Exercise brief. Report each line of the records below that holds the word "place".

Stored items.
__________

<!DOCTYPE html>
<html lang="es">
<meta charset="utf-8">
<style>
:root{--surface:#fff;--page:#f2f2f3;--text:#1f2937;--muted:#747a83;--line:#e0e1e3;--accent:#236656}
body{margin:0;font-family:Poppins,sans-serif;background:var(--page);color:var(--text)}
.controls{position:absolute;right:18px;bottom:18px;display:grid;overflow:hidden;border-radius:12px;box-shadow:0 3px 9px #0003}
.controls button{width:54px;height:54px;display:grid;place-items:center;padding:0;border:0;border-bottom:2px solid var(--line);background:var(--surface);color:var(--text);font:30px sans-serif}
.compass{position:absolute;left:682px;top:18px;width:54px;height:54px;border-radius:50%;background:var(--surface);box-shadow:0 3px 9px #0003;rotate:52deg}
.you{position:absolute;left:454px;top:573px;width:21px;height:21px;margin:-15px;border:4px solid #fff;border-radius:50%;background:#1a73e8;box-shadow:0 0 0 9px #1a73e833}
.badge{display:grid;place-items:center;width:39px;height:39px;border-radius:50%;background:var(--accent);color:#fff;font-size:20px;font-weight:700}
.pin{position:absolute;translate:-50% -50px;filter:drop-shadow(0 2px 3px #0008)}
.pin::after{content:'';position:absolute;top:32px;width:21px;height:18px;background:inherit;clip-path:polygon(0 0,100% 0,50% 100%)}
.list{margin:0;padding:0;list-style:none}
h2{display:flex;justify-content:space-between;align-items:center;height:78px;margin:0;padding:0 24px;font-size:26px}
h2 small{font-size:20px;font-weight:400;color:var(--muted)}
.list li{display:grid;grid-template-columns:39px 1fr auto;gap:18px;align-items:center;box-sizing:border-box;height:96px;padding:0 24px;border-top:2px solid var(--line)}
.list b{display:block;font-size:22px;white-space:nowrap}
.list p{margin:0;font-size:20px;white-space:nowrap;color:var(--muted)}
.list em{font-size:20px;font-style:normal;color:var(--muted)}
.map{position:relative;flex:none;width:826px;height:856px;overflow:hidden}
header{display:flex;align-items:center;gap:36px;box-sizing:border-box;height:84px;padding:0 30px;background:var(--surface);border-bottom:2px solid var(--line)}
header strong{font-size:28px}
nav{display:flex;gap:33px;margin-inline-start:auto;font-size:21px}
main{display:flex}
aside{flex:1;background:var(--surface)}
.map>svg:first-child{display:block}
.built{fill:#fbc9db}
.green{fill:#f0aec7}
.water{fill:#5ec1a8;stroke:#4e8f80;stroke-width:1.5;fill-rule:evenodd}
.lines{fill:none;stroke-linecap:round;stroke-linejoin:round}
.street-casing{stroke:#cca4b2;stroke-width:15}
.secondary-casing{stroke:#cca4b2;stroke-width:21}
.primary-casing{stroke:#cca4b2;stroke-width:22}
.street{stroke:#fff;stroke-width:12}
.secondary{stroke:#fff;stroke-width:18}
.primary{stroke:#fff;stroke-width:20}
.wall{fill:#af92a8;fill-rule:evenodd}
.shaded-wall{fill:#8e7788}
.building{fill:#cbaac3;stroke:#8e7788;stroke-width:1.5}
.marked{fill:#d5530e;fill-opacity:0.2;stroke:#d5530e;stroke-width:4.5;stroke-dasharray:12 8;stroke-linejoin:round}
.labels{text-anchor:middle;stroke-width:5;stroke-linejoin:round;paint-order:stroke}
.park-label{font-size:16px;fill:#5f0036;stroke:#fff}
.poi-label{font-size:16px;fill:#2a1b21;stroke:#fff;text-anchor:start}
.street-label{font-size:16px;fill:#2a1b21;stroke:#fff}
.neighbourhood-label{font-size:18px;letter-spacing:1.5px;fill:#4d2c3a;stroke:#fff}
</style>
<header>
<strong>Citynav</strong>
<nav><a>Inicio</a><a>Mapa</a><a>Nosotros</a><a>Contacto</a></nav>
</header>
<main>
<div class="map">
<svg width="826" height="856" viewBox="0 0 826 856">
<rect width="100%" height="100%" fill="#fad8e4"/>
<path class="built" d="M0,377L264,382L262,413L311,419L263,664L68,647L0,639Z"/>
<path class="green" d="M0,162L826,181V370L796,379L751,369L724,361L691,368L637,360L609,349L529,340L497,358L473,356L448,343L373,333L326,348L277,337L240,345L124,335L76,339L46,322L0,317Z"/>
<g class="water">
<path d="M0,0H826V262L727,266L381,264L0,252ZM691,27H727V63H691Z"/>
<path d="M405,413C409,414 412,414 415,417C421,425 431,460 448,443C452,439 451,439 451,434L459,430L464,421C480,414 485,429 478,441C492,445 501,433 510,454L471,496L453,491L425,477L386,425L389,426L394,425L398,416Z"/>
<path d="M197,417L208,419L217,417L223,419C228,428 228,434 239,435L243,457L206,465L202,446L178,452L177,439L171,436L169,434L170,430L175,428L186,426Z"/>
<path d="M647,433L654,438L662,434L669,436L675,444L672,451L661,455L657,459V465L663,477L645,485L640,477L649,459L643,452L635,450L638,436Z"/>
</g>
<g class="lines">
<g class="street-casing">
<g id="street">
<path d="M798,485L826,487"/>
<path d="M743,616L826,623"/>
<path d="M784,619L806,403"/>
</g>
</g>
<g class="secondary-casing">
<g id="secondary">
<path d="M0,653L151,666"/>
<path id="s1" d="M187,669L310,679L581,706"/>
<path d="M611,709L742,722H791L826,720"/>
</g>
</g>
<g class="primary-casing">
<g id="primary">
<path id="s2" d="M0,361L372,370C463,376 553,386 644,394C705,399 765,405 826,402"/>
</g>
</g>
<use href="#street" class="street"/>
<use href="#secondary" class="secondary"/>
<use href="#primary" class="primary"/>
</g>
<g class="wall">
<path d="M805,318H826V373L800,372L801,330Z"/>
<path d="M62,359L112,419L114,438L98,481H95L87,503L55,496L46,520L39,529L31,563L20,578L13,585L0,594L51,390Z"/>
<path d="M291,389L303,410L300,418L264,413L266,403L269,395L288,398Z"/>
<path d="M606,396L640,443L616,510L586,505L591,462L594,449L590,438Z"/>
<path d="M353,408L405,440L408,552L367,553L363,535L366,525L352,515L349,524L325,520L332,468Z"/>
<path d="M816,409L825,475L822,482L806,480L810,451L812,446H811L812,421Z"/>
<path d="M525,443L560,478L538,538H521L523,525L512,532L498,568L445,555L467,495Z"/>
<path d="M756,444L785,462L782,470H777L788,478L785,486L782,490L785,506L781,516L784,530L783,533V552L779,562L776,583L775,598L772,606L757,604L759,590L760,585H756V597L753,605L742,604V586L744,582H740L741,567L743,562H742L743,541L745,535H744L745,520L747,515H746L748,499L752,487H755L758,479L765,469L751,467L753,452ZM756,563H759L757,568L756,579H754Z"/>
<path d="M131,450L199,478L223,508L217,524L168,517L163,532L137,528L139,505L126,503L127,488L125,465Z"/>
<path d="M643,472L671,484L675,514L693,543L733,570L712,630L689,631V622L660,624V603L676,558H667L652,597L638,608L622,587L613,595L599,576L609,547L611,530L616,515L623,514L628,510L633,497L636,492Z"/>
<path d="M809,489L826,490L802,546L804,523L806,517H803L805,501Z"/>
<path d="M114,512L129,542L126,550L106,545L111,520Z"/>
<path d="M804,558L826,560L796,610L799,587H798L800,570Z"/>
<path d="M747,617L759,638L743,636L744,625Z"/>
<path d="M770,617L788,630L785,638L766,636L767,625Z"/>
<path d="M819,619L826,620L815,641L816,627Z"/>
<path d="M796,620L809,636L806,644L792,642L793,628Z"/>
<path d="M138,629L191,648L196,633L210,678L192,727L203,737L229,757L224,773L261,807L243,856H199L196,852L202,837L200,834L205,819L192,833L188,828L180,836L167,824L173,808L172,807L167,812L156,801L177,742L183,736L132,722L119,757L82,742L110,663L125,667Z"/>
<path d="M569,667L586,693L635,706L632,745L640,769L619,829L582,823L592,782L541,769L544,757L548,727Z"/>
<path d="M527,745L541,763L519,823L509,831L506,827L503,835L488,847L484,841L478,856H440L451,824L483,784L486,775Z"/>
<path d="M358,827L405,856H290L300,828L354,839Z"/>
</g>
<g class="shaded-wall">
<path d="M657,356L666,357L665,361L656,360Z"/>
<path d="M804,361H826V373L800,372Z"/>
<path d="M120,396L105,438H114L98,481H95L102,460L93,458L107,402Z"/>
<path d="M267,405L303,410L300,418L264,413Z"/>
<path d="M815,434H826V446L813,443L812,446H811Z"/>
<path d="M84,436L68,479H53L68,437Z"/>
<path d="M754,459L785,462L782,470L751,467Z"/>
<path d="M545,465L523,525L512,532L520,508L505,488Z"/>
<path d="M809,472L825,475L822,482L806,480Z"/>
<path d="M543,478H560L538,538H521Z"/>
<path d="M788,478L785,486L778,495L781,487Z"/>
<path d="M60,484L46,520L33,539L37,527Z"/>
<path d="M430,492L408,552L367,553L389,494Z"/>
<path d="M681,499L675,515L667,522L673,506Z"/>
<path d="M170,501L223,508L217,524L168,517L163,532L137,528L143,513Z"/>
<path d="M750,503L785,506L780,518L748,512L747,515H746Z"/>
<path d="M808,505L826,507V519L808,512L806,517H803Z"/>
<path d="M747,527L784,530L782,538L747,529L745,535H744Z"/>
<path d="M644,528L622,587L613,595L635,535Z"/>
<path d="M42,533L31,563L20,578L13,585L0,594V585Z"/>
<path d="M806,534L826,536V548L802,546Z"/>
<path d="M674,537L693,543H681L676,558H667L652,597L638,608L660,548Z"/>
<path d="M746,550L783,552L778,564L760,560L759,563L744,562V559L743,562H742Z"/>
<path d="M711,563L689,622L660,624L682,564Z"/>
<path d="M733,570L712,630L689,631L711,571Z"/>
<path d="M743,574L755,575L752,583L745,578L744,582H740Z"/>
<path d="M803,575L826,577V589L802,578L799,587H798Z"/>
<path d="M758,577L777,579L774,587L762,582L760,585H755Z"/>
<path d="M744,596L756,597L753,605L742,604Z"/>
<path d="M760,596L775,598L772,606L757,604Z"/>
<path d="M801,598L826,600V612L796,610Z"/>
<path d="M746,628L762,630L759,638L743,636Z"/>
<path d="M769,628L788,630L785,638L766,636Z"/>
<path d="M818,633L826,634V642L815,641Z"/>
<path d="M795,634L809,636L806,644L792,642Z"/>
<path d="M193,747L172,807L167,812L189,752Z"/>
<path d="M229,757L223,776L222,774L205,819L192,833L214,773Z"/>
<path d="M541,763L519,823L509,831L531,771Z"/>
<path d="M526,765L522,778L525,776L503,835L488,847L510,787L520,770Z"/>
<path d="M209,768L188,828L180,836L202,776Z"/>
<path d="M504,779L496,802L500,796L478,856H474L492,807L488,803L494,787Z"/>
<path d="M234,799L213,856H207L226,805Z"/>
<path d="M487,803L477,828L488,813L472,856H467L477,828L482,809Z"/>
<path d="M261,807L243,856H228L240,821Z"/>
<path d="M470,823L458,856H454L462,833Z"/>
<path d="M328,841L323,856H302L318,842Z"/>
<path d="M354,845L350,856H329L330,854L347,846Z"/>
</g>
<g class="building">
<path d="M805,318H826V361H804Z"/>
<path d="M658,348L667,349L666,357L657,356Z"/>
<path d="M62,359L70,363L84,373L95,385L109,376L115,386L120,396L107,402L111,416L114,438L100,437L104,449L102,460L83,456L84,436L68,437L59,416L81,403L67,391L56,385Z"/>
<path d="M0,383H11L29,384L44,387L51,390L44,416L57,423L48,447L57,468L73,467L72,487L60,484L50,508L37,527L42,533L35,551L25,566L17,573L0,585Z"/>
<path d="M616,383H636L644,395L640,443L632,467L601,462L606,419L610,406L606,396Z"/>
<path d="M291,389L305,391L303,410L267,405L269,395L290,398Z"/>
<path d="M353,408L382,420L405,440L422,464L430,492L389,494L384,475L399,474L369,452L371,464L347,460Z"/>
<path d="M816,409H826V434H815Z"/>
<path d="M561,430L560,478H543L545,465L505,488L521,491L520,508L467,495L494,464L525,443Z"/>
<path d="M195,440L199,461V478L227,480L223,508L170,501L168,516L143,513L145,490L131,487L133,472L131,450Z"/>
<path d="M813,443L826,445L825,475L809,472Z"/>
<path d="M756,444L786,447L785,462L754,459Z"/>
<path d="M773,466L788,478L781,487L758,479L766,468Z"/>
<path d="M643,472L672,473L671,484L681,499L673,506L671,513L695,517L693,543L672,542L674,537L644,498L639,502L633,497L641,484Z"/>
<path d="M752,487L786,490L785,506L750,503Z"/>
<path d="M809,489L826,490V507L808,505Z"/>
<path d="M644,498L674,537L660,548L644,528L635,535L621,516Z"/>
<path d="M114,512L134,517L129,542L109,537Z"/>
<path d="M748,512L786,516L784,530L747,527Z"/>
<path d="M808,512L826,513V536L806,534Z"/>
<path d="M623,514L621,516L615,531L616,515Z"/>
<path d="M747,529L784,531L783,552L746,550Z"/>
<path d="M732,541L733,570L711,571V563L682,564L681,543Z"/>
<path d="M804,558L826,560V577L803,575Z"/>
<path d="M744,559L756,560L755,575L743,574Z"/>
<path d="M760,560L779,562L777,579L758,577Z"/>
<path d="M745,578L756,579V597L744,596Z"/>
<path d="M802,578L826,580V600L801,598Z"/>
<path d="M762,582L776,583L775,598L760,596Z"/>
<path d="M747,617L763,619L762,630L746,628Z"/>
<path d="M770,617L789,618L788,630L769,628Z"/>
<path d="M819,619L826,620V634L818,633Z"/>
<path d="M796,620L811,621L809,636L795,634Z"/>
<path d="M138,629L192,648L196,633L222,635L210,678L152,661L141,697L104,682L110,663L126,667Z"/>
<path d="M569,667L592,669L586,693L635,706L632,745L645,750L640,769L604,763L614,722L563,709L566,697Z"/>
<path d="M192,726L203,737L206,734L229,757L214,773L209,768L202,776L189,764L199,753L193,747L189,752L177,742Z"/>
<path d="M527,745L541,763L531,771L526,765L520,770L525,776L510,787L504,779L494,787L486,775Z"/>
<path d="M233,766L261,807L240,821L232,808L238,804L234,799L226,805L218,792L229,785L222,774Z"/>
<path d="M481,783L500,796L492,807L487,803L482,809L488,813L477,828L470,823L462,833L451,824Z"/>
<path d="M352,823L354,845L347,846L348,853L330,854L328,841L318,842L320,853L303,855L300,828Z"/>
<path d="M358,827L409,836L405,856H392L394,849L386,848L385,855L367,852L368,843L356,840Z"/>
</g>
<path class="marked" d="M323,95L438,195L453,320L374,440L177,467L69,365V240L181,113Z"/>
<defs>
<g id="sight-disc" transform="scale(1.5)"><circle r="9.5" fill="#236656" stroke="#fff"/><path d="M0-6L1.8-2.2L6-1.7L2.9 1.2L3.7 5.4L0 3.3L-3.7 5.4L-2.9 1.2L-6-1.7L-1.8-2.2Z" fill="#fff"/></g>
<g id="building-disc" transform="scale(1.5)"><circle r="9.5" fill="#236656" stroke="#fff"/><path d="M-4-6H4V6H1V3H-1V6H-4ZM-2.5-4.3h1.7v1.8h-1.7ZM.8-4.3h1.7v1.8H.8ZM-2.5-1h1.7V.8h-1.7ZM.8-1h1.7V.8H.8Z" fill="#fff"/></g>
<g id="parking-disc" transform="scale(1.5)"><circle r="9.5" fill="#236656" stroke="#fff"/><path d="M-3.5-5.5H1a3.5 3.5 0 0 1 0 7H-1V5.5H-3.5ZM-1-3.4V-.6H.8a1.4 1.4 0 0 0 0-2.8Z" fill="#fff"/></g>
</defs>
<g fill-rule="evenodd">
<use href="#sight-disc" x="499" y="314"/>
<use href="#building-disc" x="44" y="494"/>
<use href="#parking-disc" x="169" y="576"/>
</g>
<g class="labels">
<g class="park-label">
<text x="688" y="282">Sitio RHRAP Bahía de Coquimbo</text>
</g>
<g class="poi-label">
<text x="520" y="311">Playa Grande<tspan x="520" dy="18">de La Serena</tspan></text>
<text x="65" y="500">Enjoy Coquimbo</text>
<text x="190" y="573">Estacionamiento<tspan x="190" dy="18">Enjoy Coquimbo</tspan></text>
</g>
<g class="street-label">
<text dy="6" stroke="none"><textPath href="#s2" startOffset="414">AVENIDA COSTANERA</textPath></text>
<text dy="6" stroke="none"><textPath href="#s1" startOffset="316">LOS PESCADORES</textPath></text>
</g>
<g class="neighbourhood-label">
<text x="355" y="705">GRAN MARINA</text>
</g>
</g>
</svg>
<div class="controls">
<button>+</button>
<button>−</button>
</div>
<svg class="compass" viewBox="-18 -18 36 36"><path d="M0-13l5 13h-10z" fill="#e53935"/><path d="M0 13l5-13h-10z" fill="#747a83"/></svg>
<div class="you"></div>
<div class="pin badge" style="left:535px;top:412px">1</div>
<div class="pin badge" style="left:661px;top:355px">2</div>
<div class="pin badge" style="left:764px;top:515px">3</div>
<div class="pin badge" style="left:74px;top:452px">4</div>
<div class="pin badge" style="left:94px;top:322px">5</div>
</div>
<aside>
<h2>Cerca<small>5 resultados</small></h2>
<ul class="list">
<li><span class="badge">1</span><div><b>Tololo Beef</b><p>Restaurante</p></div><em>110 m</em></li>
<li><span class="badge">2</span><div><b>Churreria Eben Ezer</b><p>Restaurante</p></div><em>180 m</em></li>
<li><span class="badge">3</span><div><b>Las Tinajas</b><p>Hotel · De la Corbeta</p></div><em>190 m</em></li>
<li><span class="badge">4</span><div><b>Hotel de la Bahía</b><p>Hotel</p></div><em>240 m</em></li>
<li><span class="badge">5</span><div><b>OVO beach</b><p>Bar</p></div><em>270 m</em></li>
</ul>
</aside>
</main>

__________

Exercise result.
.controls button{width:54px;height:54px;display:grid;place-items:center;padding:0;border:0;border-bottom:2px solid var(--line);background:var(--surface);color:var(--text);font:30px sans-serif}
.badge{display:grid;place-items:center;width:39px;height:39px;border-radius:50%;background:var(--accent);color:#fff;font-size:20px;font-weight:700}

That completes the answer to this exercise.